What to do>
In the records below, find the line that contains "1135px,230px 1173px,226px 1174px,229px" and the line that contains "1187px,891px 1195px,904px 1188px,923px". Set down exactly those lines and every line between them, and nothing more.

Given entries>
-- -- --
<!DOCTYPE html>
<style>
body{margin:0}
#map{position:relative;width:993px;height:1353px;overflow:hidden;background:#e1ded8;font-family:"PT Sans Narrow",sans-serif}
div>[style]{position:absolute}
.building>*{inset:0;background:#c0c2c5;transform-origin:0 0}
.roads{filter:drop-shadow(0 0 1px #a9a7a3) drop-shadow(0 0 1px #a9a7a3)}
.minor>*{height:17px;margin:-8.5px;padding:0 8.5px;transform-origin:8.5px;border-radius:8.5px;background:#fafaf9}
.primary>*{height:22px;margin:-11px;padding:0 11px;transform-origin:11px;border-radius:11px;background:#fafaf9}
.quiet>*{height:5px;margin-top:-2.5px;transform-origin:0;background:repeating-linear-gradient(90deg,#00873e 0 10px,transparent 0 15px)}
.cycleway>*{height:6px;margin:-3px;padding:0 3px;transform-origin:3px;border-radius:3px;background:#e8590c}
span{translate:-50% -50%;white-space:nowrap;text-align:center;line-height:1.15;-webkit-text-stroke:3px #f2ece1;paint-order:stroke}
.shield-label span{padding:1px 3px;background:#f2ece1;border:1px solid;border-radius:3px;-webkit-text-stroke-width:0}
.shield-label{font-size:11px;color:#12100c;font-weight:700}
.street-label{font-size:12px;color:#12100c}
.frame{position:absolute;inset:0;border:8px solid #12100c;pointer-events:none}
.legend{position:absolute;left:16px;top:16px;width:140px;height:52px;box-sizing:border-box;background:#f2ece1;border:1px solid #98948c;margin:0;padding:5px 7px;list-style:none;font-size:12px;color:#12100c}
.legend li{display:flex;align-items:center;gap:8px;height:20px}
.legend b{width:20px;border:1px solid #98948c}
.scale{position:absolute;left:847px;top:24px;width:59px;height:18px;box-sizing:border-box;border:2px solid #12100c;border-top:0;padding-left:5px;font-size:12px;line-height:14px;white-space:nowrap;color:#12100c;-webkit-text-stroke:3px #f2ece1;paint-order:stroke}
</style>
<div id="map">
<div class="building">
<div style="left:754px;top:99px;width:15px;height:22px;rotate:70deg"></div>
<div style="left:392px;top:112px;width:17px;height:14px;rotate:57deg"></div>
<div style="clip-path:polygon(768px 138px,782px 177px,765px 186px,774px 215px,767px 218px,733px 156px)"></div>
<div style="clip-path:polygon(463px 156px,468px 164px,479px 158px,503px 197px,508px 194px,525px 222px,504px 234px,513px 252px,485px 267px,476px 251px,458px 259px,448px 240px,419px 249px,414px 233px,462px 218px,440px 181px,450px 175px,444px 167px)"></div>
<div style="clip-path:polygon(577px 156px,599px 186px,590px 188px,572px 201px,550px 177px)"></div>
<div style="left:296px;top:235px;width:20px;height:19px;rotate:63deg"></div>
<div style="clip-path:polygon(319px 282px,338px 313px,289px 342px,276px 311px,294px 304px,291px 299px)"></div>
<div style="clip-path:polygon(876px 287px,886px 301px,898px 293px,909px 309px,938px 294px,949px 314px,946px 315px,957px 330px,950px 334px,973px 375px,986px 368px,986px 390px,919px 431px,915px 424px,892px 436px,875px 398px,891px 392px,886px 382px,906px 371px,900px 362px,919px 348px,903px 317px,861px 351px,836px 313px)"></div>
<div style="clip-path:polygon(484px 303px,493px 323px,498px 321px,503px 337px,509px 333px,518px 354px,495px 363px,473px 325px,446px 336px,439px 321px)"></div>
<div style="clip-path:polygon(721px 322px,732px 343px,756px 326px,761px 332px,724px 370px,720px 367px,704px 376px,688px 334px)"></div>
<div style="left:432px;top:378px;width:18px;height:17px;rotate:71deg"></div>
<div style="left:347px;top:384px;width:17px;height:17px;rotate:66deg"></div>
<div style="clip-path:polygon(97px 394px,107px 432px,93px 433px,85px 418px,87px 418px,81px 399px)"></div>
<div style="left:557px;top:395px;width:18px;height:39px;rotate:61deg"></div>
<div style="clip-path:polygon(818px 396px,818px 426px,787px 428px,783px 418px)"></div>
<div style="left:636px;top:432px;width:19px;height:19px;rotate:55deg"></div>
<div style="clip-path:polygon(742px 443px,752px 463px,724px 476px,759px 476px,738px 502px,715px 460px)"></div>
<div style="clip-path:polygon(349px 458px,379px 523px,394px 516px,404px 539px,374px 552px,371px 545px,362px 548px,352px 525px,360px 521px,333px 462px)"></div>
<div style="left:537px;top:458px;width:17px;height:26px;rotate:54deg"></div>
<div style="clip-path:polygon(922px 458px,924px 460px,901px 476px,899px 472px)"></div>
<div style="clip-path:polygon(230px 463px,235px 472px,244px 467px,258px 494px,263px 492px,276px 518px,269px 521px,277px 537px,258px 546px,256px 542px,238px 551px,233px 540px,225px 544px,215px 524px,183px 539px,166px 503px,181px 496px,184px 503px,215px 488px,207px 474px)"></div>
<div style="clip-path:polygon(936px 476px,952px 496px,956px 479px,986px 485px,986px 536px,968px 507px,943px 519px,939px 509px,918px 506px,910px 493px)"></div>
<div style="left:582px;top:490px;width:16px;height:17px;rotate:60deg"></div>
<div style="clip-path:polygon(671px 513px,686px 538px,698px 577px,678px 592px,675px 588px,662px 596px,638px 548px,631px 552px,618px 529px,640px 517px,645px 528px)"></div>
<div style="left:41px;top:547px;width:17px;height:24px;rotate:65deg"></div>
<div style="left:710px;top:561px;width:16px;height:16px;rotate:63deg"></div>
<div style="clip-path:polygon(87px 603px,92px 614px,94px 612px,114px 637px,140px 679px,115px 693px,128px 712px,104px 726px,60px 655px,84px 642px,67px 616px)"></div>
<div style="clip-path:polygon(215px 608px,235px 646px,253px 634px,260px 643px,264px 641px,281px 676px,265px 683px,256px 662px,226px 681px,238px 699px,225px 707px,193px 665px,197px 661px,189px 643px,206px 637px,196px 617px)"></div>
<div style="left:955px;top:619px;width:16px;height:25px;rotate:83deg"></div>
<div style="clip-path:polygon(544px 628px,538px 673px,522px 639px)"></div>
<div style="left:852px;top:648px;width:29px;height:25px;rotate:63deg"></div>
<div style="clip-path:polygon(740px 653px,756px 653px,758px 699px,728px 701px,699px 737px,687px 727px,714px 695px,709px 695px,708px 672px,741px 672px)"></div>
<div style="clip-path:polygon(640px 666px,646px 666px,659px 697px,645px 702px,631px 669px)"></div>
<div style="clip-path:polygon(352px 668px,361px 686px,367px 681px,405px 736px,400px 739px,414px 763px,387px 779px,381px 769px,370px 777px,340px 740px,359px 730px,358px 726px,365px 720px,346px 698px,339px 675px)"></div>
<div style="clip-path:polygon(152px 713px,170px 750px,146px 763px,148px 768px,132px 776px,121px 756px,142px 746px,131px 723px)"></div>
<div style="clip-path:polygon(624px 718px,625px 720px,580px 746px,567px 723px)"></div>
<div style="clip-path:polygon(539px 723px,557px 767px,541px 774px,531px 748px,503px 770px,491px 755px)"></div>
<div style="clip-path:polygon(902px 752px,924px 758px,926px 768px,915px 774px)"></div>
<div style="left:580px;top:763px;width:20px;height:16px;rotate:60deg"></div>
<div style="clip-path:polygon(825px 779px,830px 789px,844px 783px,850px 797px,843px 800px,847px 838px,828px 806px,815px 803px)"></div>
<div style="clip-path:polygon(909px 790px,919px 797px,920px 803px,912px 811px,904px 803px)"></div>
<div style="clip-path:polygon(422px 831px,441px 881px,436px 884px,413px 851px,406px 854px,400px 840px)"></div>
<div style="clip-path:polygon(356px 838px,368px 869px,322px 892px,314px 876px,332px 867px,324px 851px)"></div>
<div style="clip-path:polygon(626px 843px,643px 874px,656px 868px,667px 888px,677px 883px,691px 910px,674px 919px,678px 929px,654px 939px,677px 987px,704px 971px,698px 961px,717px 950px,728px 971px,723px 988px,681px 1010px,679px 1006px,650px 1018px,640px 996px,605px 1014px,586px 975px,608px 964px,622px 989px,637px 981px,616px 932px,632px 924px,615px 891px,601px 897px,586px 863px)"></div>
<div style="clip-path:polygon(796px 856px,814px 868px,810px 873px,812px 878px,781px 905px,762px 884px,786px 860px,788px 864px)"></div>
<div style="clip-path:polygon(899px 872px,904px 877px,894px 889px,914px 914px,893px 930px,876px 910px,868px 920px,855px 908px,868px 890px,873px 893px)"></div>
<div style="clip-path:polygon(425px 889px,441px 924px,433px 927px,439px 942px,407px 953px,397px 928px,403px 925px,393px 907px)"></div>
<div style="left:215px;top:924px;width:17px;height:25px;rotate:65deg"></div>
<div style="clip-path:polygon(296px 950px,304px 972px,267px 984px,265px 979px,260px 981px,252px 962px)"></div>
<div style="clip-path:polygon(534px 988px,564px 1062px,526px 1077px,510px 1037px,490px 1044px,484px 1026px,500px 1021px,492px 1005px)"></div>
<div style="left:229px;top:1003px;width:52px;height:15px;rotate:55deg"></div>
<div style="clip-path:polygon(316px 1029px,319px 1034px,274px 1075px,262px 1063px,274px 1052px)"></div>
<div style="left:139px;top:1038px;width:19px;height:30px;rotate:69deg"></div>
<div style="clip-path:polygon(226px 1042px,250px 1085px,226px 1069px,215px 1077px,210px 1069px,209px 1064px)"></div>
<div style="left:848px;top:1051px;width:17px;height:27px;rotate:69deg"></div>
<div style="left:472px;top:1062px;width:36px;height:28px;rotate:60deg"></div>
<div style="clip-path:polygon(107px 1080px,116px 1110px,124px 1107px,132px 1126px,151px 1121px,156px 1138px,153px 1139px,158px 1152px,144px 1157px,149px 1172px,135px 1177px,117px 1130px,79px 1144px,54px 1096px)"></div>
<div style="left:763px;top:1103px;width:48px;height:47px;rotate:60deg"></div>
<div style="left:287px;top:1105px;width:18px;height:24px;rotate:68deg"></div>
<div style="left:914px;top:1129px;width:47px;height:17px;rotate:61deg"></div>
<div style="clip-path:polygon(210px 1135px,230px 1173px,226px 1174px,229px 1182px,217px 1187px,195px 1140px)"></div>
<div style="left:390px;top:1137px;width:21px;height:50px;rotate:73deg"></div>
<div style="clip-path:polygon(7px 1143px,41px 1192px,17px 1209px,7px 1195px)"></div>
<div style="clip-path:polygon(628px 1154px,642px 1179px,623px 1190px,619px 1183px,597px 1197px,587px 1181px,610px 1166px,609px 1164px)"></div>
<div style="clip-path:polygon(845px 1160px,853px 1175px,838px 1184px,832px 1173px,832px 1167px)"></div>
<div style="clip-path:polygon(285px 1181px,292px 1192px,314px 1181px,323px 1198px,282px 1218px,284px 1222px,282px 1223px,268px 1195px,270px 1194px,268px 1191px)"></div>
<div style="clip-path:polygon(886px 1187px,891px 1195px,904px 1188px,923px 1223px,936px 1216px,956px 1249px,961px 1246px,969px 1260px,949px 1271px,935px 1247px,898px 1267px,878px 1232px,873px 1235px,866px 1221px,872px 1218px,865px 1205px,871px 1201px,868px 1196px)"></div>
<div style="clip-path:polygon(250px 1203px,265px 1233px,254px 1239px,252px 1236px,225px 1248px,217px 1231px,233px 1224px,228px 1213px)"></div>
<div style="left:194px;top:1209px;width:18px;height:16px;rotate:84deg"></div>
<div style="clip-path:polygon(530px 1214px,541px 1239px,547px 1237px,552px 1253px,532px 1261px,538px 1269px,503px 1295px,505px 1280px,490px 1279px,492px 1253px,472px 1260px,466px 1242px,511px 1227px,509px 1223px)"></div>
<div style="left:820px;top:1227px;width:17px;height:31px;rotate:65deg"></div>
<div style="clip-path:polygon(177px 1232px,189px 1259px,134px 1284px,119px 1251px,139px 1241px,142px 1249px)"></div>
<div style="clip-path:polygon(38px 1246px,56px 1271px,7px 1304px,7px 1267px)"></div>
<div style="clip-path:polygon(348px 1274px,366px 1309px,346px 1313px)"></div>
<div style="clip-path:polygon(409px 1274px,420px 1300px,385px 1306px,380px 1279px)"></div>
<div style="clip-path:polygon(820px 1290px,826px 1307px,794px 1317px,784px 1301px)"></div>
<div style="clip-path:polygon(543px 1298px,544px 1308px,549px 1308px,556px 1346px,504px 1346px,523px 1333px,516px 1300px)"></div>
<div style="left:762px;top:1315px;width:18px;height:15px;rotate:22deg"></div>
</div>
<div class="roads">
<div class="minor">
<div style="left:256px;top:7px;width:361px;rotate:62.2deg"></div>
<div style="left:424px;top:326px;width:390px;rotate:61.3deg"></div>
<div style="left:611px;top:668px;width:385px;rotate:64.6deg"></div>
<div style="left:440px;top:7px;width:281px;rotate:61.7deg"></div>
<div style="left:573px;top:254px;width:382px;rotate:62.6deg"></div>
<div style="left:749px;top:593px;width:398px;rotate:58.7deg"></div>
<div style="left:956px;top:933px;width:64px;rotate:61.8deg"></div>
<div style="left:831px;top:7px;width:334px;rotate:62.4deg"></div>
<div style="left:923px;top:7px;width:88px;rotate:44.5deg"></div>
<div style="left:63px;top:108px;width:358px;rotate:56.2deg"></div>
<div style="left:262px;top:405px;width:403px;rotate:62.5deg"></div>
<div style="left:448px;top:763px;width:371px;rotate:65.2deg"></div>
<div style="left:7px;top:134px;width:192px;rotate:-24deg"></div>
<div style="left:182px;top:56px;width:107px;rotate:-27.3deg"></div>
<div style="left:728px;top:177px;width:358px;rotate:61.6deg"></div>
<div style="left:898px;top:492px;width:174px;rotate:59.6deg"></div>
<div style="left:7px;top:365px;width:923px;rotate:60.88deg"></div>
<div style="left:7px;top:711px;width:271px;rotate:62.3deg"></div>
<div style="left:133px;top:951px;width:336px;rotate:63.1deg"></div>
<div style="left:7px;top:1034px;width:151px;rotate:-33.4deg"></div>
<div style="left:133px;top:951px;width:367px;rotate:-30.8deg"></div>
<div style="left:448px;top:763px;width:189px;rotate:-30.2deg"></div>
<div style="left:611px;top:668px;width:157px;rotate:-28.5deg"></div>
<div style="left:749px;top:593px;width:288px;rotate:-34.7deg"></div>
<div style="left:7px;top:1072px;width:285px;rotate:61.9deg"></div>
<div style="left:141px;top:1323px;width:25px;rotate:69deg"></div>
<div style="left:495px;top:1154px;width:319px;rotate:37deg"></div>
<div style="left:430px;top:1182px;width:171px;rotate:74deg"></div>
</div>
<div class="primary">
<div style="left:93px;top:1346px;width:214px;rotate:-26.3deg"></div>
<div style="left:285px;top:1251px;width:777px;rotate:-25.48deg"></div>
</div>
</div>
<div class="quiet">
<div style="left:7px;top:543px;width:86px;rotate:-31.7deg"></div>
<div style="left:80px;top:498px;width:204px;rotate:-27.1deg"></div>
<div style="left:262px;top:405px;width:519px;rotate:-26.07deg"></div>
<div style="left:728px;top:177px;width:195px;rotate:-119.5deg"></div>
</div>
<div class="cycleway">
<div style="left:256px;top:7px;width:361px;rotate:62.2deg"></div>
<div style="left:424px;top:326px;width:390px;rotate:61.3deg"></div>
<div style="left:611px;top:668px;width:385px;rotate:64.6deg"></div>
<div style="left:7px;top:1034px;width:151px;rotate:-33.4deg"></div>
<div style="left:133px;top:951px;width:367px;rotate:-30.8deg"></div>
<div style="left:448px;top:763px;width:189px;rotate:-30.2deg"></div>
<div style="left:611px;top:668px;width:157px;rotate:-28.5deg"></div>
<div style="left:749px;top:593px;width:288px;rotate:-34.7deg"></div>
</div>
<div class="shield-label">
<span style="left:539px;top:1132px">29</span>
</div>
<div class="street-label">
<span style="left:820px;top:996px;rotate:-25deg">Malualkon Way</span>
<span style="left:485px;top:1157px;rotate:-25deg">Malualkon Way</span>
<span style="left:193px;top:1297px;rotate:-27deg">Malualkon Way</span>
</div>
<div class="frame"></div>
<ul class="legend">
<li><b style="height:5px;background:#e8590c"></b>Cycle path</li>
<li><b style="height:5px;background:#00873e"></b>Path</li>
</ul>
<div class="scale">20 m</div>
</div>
-- -- --
Exercise response>
<div style="clip-path:polygon(210px 1135px,230px 1173px,226px 1174px,229px 1182px,217px 1187px,195px 1140px)"></div>
<div style="left:390px;top:1137px;width:21px;height:50px;rotate:73deg"></div>
<div style="clip-path:polygon(7px 1143px,41px 1192px,17px 1209px,7px 1195px)"></div>
<div style="clip-path:polygon(628px 1154px,642px 1179px,623px 1190px,619px 1183px,597px 1197px,587px 1181px,610px 1166px,609px 1164px)"></div>
<div style="clip-path:polygon(845px 1160px,853px 1175px,838px 1184px,832px 1173px,832px 1167px)"></div>
<div style="clip-path:polygon(285px 1181px,292px 1192px,314px 1181px,323px 1198px,282px 1218px,284px 1222px,282px 1223px,268px 1195px,270px 1194px,268px 1191px)"></div>
<div style="clip-path:polygon(886px 1187px,891px 1195px,904px 1188px,923px 1223px,936px 1216px,956px 1249px,961px 1246px,969px 1260px,949px 1271px,935px 1247px,898px 1267px,878px 1232px,873px 1235px,866px 1221px,872px 1218px,865px 1205px,871px 1201px,868px 1196px)"></div>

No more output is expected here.